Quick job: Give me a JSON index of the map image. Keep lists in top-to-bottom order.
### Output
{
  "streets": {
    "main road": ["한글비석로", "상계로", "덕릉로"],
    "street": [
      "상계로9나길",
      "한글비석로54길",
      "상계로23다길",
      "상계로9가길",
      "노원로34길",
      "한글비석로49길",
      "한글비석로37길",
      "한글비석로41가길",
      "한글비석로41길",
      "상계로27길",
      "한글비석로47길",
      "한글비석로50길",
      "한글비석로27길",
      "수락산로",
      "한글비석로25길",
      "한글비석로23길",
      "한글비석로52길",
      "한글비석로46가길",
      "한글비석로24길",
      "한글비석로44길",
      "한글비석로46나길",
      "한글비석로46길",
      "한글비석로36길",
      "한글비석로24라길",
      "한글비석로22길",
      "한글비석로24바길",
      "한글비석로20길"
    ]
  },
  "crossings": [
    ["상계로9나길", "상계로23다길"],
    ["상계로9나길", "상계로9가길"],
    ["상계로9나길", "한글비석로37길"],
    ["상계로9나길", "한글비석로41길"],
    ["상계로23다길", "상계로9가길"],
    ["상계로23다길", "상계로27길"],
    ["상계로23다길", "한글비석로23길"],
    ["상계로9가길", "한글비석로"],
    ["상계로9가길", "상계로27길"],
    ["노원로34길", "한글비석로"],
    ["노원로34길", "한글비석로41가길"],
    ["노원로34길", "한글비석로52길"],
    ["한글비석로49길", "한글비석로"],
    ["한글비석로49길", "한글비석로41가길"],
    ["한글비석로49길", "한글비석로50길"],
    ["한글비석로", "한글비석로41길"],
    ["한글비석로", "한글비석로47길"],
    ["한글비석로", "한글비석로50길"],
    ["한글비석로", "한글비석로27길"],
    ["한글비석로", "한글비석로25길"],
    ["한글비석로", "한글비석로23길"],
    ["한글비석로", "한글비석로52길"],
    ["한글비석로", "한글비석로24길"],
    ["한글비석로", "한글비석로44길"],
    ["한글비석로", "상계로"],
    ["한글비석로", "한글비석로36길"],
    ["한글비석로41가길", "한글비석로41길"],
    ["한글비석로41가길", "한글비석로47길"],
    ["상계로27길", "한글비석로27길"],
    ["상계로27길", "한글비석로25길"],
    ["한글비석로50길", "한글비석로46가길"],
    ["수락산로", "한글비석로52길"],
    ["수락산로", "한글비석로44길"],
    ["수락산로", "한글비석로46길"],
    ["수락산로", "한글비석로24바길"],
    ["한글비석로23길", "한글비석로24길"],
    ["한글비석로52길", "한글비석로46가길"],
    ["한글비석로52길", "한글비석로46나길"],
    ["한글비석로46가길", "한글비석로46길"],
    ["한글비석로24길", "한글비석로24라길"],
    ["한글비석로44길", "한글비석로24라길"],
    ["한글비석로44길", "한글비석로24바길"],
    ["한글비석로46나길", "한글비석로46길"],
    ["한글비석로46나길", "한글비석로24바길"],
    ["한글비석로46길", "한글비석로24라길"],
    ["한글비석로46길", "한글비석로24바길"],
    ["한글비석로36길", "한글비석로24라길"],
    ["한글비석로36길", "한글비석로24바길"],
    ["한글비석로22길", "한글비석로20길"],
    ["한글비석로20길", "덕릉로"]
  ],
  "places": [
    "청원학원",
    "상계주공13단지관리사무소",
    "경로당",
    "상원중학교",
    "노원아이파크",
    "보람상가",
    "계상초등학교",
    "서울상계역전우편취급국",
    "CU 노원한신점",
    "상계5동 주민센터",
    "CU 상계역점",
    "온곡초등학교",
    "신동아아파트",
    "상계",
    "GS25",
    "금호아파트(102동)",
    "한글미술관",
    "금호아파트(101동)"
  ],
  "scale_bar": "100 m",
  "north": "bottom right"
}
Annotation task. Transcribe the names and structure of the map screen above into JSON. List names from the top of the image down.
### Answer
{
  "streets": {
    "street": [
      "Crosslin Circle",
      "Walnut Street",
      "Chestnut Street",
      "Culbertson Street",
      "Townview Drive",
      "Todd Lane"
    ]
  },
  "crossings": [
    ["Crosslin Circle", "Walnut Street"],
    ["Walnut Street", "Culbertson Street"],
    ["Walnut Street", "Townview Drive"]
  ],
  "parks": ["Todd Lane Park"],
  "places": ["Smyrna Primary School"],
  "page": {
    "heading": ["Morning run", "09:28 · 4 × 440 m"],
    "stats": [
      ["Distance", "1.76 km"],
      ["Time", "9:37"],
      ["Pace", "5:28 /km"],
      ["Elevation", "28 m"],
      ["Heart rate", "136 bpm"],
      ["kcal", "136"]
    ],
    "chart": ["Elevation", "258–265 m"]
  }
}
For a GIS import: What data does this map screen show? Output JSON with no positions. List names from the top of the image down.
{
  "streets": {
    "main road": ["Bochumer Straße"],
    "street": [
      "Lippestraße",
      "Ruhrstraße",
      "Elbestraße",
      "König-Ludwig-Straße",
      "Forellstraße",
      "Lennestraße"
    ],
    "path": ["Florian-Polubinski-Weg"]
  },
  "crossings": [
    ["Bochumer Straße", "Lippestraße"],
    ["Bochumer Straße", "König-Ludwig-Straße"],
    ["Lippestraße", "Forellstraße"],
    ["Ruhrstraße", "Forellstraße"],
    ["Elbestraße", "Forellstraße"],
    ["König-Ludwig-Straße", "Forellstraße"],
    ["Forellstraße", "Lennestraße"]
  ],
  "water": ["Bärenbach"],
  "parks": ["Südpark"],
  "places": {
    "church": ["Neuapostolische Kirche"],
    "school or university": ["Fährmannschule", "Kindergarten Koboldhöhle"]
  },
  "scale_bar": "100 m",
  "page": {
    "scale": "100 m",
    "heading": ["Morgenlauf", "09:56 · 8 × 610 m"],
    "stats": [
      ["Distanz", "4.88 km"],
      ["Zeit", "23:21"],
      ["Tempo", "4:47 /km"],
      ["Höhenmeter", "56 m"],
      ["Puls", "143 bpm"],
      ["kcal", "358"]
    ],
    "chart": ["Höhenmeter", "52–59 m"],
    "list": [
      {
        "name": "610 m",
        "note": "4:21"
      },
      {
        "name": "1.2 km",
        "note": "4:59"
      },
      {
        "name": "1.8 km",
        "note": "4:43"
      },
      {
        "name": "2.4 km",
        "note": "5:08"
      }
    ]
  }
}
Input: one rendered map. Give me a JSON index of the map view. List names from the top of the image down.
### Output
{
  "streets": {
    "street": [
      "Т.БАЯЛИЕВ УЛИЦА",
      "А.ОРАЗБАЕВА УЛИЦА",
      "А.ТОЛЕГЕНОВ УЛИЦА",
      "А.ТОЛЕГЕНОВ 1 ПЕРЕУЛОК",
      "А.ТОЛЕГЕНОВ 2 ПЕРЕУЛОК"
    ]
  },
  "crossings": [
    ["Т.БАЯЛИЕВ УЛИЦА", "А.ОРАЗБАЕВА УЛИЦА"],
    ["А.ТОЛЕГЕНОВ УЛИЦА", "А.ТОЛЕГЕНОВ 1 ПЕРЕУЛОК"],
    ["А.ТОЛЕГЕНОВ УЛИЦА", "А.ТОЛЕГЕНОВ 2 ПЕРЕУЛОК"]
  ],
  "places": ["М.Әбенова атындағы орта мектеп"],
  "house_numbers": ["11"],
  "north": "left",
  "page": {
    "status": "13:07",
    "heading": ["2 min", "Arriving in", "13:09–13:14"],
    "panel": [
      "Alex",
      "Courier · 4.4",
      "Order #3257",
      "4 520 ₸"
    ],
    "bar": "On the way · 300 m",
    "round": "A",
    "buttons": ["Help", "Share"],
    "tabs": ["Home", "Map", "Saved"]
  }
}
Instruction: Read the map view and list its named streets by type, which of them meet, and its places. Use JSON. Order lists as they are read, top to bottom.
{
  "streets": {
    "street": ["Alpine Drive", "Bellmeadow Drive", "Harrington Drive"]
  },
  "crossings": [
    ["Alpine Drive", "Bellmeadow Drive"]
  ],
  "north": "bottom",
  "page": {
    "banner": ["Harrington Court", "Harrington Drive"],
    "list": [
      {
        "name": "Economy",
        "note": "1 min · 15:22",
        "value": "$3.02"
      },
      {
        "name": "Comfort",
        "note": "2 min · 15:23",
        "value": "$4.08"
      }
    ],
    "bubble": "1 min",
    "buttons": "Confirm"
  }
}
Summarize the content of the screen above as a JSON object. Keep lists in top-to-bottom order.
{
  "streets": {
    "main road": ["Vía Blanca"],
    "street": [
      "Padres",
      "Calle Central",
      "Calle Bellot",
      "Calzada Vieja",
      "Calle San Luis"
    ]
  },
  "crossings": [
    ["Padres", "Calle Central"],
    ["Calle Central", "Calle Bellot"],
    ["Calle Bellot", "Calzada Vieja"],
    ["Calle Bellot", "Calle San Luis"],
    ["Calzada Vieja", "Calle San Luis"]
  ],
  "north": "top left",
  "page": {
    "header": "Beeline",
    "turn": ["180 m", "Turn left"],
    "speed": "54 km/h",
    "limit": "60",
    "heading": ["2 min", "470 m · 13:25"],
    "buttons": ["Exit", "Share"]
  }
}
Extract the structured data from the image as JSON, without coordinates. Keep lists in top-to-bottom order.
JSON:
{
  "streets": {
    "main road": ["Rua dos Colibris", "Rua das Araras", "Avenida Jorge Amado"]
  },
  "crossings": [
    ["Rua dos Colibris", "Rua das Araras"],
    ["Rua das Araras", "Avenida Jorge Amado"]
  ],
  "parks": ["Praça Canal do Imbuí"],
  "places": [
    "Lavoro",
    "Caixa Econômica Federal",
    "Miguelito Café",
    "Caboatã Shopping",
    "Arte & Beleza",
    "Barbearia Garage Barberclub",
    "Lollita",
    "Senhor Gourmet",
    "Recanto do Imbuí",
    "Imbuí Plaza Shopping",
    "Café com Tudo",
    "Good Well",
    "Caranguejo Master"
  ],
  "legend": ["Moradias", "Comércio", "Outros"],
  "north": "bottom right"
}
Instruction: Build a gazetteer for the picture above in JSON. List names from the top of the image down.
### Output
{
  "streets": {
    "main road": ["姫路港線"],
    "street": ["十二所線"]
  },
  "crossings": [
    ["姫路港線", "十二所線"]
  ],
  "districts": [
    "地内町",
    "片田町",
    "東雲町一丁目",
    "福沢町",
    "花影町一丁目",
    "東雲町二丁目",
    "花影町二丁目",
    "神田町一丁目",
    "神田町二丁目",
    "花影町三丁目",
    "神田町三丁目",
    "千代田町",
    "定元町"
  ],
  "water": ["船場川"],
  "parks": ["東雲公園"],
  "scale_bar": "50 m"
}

.....

Task objective => Return each line from the entries above that includes "Bellot".

Exercise answer =>
      "Calle Bellot",
    ["Calle Central", "Calle Bellot"],
    ["Calle Bellot", "Calzada Vieja"],
    ["Calle Bellot", "Calle San Luis"],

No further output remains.